| Exercise description |
Return only the line that contains "Describe the street" and each line after it, through the last line of the data below, copied exactly.

Top of Provided data

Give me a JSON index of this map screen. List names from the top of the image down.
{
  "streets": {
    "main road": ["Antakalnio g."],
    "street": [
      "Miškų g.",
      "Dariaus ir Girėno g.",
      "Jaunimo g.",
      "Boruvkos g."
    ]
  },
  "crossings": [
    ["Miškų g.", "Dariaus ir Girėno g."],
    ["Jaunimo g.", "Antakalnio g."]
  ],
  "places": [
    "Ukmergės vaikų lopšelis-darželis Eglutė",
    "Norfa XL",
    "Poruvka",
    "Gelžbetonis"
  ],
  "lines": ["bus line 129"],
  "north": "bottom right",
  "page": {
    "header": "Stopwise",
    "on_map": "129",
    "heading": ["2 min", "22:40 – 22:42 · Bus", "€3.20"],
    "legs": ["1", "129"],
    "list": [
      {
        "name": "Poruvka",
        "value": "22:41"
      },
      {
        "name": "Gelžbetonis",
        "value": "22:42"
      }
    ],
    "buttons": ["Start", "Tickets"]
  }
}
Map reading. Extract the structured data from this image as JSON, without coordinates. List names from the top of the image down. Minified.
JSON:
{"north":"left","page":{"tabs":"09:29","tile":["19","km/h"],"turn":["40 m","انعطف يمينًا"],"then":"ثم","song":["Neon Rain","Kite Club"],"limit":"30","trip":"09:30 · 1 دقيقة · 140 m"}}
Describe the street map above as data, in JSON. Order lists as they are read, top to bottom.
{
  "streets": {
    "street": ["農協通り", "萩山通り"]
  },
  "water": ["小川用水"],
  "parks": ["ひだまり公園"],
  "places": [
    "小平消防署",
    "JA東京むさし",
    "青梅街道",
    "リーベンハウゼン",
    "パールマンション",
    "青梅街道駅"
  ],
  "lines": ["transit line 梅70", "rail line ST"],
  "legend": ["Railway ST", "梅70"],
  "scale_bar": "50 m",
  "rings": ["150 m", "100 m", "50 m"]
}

Bottom of Provided data

| Solution to this problem |
Describe the street map above as data, in JSON. Order lists as they are read, top to bottom.
{
  "streets": {
    "street": ["農協通り", "萩山通り"]
  },
  "water": ["小川用水"],
  "parks": ["ひだまり公園"],
  "places": [
    "小平消防署",
    "JA東京むさし",
    "青梅街道",
    "リーベンハウゼン",
    "パールマンション",
    "青梅街道駅"
  ],
  "lines": ["transit line 梅70", "rail line ST"],
  "legend": ["Railway ST", "梅70"],
  "scale_bar": "50 m",
  "rings": ["150 m", "100 m", "50 m"]
}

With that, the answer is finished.